Work required: Each line of the listing that includes the string "data" is to be identified and copied.

── Provided entries

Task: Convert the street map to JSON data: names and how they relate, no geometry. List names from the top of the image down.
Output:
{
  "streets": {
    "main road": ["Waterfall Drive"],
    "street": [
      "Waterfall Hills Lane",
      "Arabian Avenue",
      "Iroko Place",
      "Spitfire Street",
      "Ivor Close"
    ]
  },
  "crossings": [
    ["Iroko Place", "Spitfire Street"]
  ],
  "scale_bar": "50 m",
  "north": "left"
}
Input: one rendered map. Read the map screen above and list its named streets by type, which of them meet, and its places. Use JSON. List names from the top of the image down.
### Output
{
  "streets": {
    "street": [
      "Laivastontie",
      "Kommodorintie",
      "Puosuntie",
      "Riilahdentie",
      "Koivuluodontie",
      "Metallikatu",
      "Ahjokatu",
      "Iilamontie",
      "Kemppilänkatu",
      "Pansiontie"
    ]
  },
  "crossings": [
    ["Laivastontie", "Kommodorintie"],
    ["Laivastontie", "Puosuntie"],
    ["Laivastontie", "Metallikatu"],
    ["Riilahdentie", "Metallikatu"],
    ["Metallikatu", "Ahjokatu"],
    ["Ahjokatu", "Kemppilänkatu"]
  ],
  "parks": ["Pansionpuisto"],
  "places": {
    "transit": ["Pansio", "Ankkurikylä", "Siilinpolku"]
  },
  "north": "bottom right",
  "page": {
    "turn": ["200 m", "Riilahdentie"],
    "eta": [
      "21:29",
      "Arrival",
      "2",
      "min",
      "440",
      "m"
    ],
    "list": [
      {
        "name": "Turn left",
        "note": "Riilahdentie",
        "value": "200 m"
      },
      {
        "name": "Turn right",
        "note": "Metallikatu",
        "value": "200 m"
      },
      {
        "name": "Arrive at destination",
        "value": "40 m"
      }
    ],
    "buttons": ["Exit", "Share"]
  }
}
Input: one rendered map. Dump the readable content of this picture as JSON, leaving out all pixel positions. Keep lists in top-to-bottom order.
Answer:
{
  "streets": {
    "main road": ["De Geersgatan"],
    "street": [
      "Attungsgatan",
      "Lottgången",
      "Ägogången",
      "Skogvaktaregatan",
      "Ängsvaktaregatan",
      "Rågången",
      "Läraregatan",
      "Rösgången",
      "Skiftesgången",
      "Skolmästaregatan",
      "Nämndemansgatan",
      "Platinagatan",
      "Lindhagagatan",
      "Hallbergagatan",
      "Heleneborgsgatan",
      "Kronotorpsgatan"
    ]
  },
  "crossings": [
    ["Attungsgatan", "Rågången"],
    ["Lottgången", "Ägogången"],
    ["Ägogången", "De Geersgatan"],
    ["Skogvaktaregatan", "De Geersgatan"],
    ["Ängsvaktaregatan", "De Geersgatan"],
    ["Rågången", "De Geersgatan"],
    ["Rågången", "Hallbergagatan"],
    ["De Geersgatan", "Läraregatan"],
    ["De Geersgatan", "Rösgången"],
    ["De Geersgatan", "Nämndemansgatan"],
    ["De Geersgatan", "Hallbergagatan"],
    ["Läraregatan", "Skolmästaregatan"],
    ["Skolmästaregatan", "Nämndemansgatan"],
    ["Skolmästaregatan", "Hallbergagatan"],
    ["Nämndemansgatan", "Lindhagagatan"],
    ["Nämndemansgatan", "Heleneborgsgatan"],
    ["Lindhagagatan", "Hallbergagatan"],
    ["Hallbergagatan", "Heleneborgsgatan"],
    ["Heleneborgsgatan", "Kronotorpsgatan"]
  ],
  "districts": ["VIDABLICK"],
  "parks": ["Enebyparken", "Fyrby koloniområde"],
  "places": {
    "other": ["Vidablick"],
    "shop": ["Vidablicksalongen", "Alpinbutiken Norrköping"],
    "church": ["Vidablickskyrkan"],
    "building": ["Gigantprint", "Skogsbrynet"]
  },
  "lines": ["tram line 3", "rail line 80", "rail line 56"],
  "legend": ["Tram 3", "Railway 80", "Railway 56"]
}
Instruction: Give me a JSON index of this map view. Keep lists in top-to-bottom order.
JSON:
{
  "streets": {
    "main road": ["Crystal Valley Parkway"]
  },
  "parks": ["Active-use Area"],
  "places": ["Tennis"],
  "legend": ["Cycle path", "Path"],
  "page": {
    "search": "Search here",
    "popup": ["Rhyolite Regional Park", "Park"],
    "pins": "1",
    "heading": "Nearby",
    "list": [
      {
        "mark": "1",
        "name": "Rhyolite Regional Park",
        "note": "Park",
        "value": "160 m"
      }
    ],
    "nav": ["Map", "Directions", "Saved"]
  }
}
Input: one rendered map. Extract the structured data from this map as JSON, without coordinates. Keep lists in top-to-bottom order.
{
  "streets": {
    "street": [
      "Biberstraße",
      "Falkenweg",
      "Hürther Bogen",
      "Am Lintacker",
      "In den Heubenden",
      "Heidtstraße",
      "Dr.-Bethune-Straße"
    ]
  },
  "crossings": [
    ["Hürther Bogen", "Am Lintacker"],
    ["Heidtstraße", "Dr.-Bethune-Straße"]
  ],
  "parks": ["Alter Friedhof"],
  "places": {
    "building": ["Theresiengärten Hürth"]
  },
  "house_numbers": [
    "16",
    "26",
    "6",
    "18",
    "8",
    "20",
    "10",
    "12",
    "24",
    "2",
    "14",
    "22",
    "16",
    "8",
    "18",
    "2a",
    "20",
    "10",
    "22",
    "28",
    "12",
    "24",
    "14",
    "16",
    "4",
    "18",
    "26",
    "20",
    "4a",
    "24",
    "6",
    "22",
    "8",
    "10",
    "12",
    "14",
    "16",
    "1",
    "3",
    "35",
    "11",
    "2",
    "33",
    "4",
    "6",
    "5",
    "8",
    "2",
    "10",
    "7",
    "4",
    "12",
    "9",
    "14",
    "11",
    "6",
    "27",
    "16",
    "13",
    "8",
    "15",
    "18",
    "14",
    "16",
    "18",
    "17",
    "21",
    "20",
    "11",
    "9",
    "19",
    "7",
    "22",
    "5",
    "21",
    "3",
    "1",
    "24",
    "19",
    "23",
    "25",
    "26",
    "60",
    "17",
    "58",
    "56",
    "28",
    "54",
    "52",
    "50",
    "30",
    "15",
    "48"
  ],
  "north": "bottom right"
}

────

Exercise output:
Task: Convert the street map to JSON data: names and how they relate, no geometry. List names from the top of the image down.
Input: one rendered map. Extract the structured data from this map as JSON, without coordinates. Keep lists in top-to-bottom order.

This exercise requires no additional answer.